Tips for moving across the hall or across the world
Whether it’s moving across the hall to a new apartment or moving across the country for a new job or new military orders; moving sucks! Trust me. My move here to rural Colorado was move number 40ish. Honestly, I’m pretty sure I’ve lost count or blocked some of the crazy from my mind. I’ve got this down to a science unfortunately and wanted to share my tips to making this a much easier process.
The first thing I do before I start throwing random stuff in boxes is label the boxes. VERY DETAILED LABELING! I usually make a list of what’s in the box like this:
Large pot with lid
Dish towels (I use these to pack around the glass lids)
This process takes a while but it’s worth it when you’re half unpacked and need to cook dinner! Knowing where your things are even when they aren’t all unpacked is helpful on the other end of things. If you’ve ever tried to find something buried in a box then you know how difficult it is to function and unpack at the same time.
Also, keep the vital things separate. This will include your bathroom toiletries (toothbrush, soaps etc) and some cookware (my skillet is always the last to be packed), be it paper plates and the number for the pizza guy, handy. You’ll pack these last so they’re the first thing you unpack when you get to your new home.
2. Make a new house a hold quickly:
This is the worst part. UNPACK QUICKLY! Get to a new sense of normal as fast as you can. Each time I move I try to spend the first 2-3 days (every waking moment) unpacking. Yes, it sucks. Yes, you feel like you’re ignoring your whole family, especially if they’re too young to really help. But the faster you get to a sense of “normal” the better it will be for everyone.
When you’re unloading the truck or trailer try to put all the boxes in their perspective rooms. This way when you’re unpacking you don’t have to run all over the house looking for more things that go in that room. The key to this point is to get stuff put up. It doesn’t matter if you rearrange in a few weeks once you start using that room and want things moved. The key here is to getting it put away, hence why labeling is so vital to this whole process.
Every town has a commerce website. Start researching things in the area to do! Find where the local parks are and where the library is. Not only are these great kid friendly activities but they’re also free! Moving can be expensive so free activities is always a blessing.

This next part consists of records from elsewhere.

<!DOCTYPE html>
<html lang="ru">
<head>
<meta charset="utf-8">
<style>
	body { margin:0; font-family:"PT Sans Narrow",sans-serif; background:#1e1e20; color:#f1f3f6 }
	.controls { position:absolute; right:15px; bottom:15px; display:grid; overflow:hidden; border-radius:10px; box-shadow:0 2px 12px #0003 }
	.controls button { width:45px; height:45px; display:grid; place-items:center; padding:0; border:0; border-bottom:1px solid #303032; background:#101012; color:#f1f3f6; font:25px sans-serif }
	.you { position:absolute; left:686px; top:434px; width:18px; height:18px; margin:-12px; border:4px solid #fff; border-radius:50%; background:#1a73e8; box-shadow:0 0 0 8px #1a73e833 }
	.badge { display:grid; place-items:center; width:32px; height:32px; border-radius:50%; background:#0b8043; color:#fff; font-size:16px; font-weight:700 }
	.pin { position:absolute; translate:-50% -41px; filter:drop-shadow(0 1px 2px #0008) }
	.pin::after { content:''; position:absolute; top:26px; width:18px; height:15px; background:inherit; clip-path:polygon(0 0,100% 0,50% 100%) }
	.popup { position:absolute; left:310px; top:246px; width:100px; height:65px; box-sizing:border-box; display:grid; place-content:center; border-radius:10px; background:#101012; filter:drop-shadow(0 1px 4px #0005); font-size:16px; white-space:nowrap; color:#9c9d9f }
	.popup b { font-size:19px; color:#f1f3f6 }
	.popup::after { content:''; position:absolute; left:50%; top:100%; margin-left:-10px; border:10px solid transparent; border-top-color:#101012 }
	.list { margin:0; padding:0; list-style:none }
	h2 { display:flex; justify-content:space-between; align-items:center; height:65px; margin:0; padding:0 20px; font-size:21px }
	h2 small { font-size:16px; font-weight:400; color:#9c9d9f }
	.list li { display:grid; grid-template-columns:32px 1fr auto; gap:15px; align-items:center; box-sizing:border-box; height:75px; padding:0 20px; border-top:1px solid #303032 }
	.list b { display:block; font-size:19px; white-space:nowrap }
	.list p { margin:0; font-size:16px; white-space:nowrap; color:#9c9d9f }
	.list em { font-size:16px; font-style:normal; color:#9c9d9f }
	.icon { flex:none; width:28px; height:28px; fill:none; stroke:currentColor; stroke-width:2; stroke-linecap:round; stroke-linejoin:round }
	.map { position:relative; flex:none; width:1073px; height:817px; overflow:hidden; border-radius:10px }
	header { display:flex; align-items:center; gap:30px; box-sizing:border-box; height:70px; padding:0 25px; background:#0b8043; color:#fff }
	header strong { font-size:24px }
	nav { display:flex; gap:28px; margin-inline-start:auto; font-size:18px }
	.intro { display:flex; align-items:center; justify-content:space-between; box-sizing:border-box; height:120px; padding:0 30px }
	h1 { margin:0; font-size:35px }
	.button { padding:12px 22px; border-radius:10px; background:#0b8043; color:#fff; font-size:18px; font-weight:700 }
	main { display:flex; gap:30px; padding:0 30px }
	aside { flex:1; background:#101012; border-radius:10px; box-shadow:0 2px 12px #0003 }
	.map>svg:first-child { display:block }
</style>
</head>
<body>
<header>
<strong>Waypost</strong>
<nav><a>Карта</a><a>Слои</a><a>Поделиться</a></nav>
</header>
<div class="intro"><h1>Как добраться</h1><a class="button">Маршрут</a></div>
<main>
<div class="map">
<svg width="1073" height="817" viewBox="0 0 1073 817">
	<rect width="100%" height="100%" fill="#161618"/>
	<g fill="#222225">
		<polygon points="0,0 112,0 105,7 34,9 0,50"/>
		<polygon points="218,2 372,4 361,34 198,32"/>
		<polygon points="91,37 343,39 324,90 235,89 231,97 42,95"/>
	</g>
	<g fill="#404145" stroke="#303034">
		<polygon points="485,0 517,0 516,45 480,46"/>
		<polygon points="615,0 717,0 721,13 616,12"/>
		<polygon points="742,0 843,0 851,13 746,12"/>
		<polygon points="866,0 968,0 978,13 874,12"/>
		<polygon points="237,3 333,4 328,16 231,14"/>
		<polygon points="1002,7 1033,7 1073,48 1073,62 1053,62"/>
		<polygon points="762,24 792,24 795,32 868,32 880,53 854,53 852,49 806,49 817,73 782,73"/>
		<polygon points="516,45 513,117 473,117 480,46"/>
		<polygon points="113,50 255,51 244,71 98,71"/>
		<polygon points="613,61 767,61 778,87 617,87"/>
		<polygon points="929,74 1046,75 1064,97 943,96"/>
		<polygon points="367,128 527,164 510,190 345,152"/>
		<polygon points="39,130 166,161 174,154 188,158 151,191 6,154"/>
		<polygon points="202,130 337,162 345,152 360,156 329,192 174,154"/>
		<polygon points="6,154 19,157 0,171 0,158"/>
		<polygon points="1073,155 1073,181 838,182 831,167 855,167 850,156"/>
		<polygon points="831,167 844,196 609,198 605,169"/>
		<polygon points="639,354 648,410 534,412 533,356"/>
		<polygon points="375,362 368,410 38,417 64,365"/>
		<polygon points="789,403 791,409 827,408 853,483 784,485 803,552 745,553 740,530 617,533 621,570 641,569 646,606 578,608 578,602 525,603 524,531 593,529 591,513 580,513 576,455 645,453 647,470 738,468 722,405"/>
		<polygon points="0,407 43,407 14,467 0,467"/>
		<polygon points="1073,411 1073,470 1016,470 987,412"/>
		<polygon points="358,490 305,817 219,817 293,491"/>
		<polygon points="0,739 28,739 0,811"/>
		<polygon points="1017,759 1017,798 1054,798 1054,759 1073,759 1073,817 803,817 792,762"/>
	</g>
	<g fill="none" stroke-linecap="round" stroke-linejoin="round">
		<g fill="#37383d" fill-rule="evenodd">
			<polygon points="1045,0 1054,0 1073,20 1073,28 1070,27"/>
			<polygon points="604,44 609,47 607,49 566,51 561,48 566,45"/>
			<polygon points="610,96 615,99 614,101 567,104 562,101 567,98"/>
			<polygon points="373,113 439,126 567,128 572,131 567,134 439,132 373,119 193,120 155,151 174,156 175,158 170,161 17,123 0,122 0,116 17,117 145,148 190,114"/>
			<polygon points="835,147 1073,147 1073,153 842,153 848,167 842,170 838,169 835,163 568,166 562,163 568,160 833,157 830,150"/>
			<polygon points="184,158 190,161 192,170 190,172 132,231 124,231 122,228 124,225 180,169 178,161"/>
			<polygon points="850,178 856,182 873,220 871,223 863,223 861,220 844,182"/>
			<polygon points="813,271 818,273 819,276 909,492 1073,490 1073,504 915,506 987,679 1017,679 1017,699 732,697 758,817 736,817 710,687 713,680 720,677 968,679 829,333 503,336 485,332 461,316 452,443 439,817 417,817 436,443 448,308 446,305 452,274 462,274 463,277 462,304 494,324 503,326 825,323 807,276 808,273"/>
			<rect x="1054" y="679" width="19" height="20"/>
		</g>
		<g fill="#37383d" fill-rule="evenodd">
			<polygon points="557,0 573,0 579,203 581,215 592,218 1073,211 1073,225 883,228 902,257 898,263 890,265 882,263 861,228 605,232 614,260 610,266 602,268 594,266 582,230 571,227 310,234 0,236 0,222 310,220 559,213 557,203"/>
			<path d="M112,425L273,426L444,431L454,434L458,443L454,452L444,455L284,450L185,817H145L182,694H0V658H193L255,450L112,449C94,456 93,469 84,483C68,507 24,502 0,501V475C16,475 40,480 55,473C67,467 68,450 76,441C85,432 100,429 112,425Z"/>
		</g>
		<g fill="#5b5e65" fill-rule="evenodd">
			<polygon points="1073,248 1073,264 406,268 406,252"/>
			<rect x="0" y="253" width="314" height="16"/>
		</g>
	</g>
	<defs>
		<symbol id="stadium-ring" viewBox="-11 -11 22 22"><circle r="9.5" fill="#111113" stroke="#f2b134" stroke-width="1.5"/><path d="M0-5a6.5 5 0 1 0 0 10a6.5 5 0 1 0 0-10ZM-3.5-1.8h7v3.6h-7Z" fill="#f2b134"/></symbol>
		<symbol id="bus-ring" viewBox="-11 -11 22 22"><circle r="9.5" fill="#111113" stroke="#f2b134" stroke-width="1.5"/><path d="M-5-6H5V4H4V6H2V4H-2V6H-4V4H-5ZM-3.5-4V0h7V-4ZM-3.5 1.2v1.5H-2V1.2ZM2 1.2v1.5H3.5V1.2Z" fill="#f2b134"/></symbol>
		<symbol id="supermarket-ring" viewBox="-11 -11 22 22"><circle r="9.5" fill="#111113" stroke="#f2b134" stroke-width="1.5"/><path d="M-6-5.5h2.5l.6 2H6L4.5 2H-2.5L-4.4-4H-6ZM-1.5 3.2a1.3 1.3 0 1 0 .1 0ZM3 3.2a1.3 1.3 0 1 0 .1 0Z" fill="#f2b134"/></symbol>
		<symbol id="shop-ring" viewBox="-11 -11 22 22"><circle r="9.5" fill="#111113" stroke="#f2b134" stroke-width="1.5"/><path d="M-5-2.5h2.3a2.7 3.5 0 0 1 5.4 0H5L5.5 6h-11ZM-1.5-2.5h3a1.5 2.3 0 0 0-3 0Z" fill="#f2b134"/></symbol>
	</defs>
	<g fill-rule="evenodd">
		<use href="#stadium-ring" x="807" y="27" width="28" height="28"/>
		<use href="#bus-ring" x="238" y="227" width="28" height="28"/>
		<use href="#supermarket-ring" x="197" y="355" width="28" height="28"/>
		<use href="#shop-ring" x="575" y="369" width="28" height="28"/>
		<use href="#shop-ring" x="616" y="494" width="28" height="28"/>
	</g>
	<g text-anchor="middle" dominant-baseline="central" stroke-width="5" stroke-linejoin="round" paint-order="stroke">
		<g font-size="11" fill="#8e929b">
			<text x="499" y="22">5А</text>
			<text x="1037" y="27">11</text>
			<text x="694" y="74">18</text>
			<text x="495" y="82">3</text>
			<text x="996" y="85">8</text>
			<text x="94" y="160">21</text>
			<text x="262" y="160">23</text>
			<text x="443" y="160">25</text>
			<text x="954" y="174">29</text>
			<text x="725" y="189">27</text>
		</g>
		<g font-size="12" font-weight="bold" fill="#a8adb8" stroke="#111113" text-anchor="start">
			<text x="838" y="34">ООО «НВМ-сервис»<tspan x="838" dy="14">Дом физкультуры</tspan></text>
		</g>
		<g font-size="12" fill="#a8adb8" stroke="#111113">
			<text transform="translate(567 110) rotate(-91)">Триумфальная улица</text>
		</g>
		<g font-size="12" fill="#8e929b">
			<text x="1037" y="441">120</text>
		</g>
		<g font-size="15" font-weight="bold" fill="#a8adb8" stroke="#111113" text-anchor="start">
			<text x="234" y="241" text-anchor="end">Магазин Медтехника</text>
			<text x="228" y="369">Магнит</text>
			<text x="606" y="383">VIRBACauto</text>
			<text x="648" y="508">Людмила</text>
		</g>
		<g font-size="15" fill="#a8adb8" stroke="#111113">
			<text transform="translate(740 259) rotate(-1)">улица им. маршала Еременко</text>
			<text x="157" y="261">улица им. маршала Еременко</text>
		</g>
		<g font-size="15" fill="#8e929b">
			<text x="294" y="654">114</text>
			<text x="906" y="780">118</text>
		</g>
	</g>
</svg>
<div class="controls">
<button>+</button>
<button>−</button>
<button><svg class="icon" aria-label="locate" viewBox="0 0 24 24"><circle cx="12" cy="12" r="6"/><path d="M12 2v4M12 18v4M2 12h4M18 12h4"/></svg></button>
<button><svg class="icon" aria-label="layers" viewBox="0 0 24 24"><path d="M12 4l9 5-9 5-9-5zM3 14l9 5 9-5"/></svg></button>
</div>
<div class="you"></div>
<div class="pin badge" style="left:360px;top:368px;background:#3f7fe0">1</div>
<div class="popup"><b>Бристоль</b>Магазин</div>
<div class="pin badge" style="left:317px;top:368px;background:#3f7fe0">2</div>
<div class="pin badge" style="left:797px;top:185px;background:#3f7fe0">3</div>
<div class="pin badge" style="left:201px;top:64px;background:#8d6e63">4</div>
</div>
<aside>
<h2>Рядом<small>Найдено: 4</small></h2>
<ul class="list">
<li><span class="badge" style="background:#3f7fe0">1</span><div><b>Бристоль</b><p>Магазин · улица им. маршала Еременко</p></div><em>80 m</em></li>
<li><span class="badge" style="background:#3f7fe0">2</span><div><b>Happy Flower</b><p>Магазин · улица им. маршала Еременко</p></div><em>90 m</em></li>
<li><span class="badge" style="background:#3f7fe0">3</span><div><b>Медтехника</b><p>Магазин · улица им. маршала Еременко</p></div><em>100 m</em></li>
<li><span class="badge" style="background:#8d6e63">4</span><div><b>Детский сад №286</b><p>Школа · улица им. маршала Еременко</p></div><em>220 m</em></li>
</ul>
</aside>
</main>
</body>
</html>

Most towns also have a “buy, sell, trade” Facebook page now. Ask to join it and start asking questions. Most people on there are sane and willing to give good advice about schools, activities, good restaurants, best (or cheapest) places to grocery shop etc.
Each of those little tidbits of information will help you integrate into the community slowly. It will also help you get the things done you need too, like stocking the fridge, until you can take the time to find other grocery stores or activities that you might like better.
4. Finding a way to plug in:
If you’re religious then finding a good church is a fantastic way to get plugged into a community. If you don’t currently go to church I highly recommend you start checking them out!
Most churches have gender specific bible studies or small groups for certain demographics. This is a great way to get involved with other families just like yours in the community.
Another way that’s been a godsend to us is a library story hour. I’ve met many stay-at-home-moms this way and have made amazing friendships! It’s worth putting yourself out there, no matter how uncomfortable it is, to make a few connections. What’s the worst that can happen, though? You have one play date and realize you don’t care for them then you can move on! But you’ll never know of the friendships you might be missing out on until you put yourself out there and try!
5. Keep a schedule:
Every family has some sort of schedule. It doesn’t matter whether you homeschool the kids or work full time with the kids in school, everyone has some sort of schedule. KEEP A SCHEDULE! After the initial 2-3 days of unpacking, start up with your normal schedule as much as you can with being in the new town. If you used to go to Library story hour every Wednesday, start going to the new story time whenever that is. Keep some normal in your life. It will help the children (if you have any) immensely start to think of this house or town, as home. Find a way to keep things normal.
6. Find a map and garage sale:
This was one of my favorite ways to learn my way around town. We went to the city commerce and got a nice map (several of them actually). Then we got the ads for garage sales on Saturday mornings and planned our route. Not only did we learn our way around town, but we also got to meet new people. You never know what kind of people you will meet and what kind of connections they will bring that might be mutually beneficial later.